»»

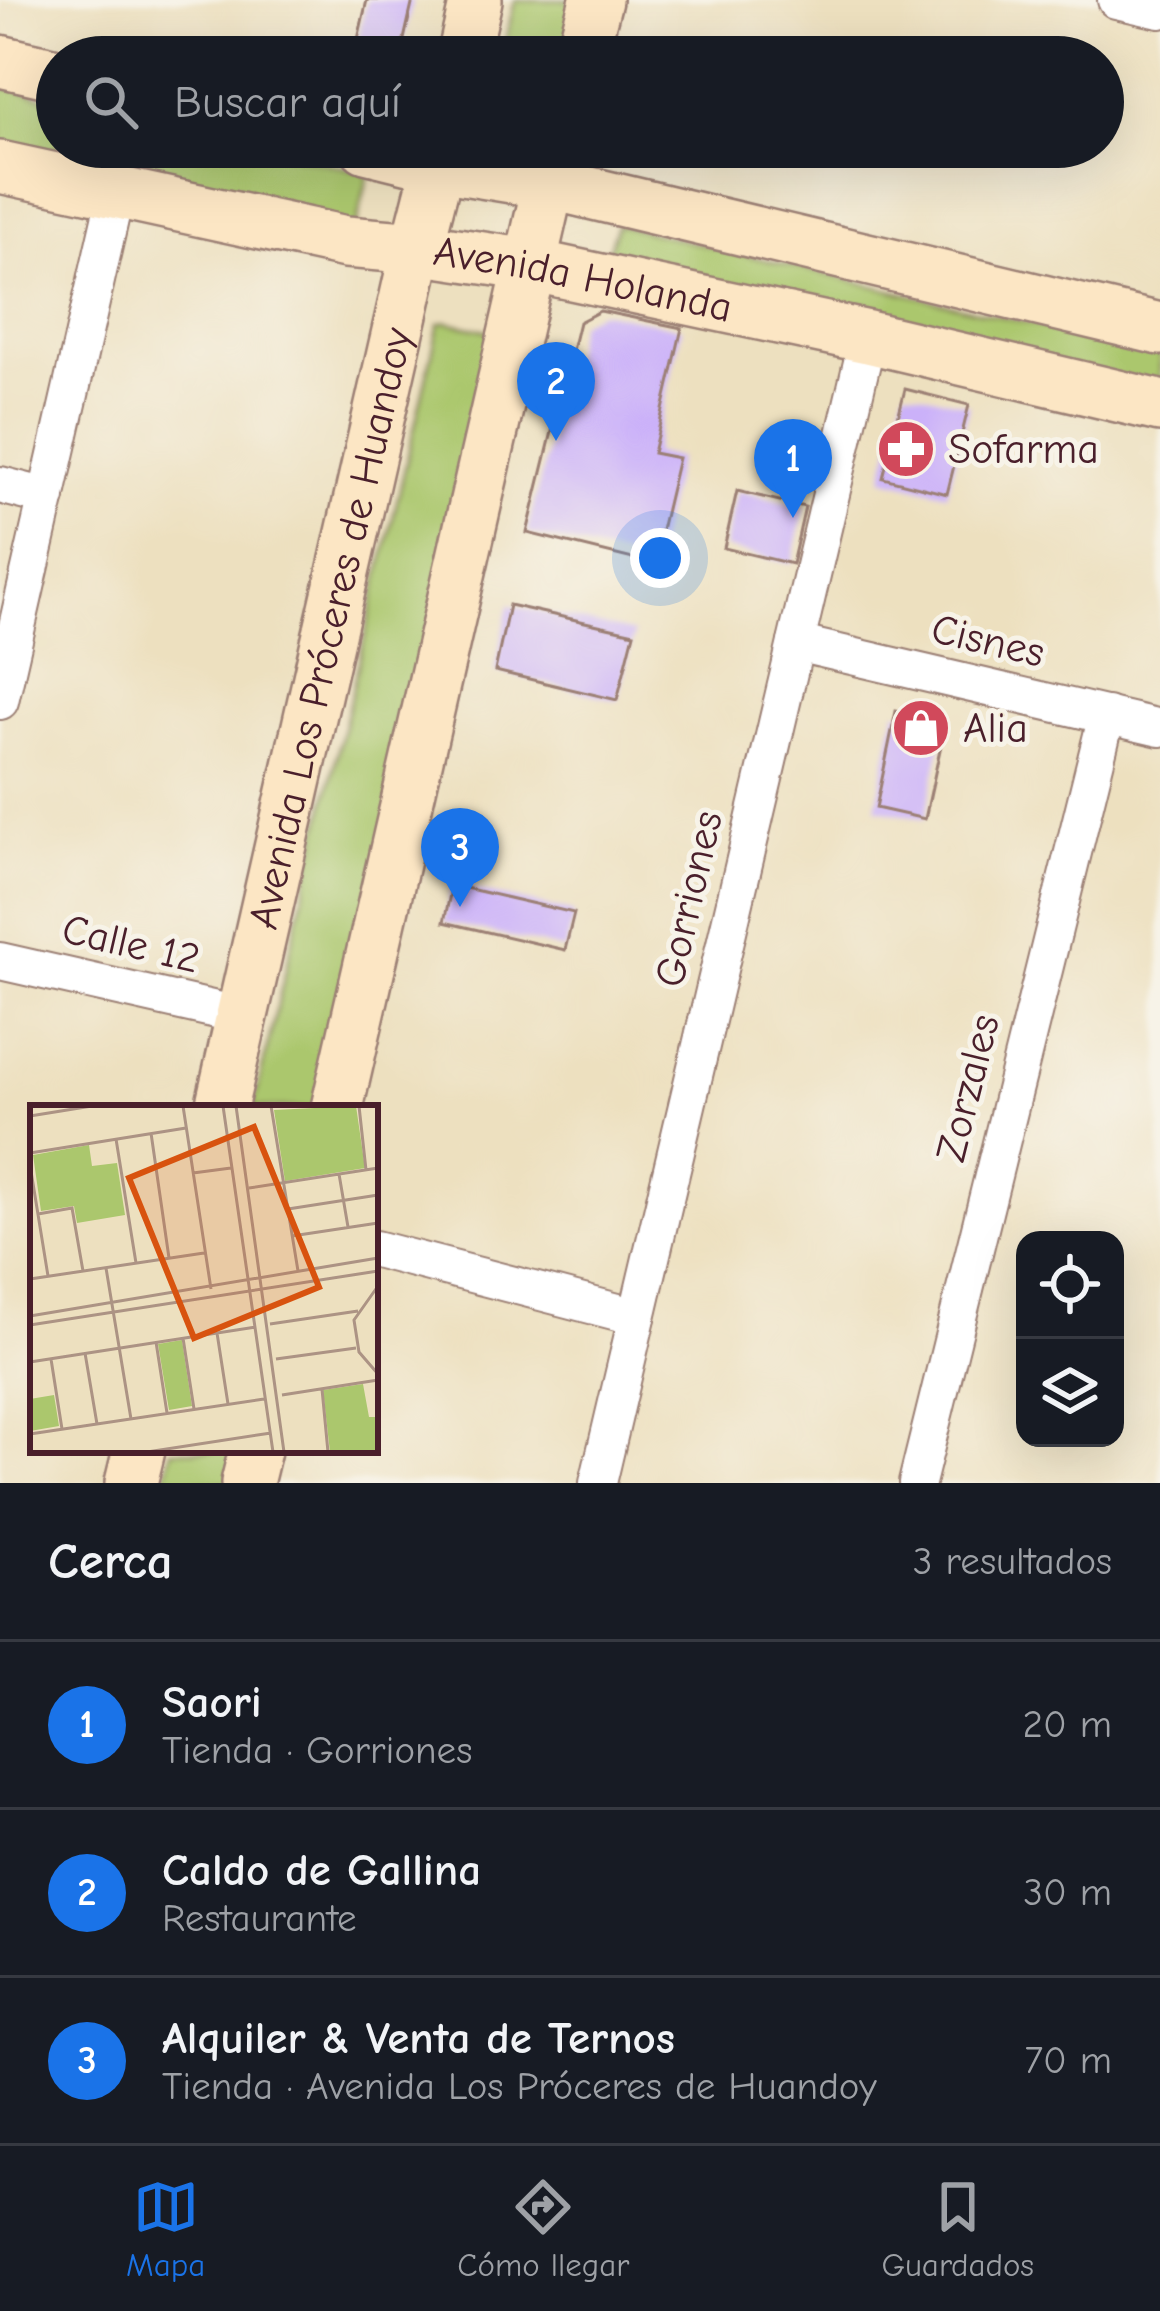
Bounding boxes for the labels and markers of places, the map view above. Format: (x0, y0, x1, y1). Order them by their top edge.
pin: 2 (517, 342, 595, 441)
pharmacy icon: Sofarma (875, 418, 937, 480)
pin: 1 (754, 419, 832, 518)
place label: Sofarma (948, 425, 1099, 474)
shop icon: Alia (890, 697, 952, 759)
place label: Alia (963, 704, 1028, 753)
pin: 3 (421, 808, 499, 907)

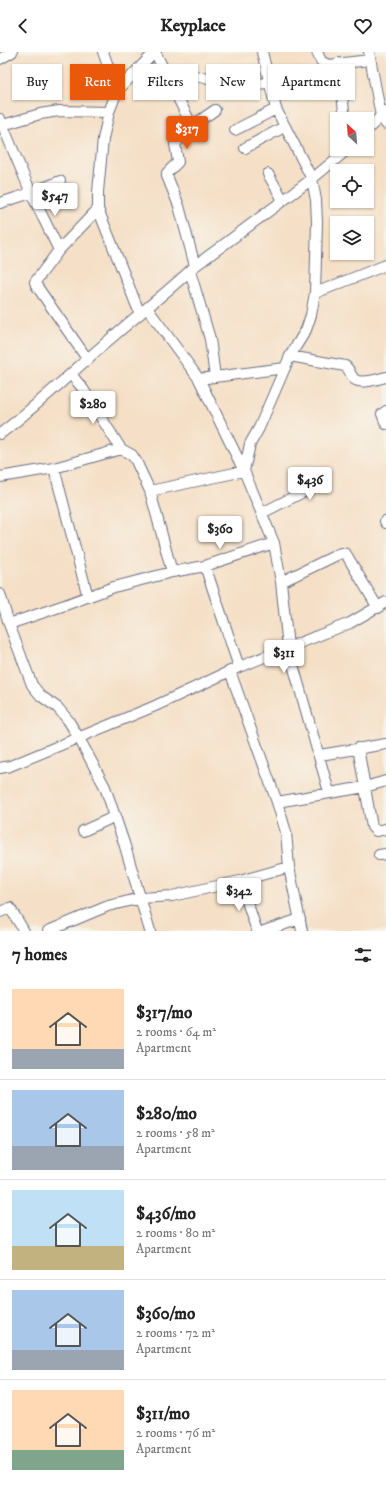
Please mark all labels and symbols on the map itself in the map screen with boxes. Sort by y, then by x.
north arrow [330,112,374,156]
pin: $317 [163,116,211,150]
pin: $547 [31,183,79,217]
pin: $280 [69,391,117,425]
pin: $436 [286,467,334,501]
pin: $360 [196,516,244,550]
pin: $311 [260,640,308,674]
pin: $342 [215,878,263,912]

««

WHAT NEEDS TO BE DONE: Everything in the records above should come back word for word, except the pictures.

FINAL ANSWER:
Bounding boxes for the labels and markers of places, the map view above. Format: (x0, y0, x1, y1). Order them by their top edge.
pin: 2 (517, 342, 595, 441)
pharmacy icon: Sofarma (875, 418, 937, 480)
pin: 1 (754, 419, 832, 518)
place label: Sofarma (948, 425, 1099, 474)
shop icon: Alia (890, 697, 952, 759)
place label: Alia (963, 704, 1028, 753)
pin: 3 (421, 808, 499, 907)

Please mark all labels and symbols on the map itself in the map screen with boxes. Sort by y, then by x.
north arrow [330,112,374,156]
pin: $317 [163,116,211,150]
pin: $547 [31,183,79,217]
pin: $280 [69,391,117,425]
pin: $436 [286,467,334,501]
pin: $360 [196,516,244,550]
pin: $311 [260,640,308,674]
pin: $342 [215,878,263,912]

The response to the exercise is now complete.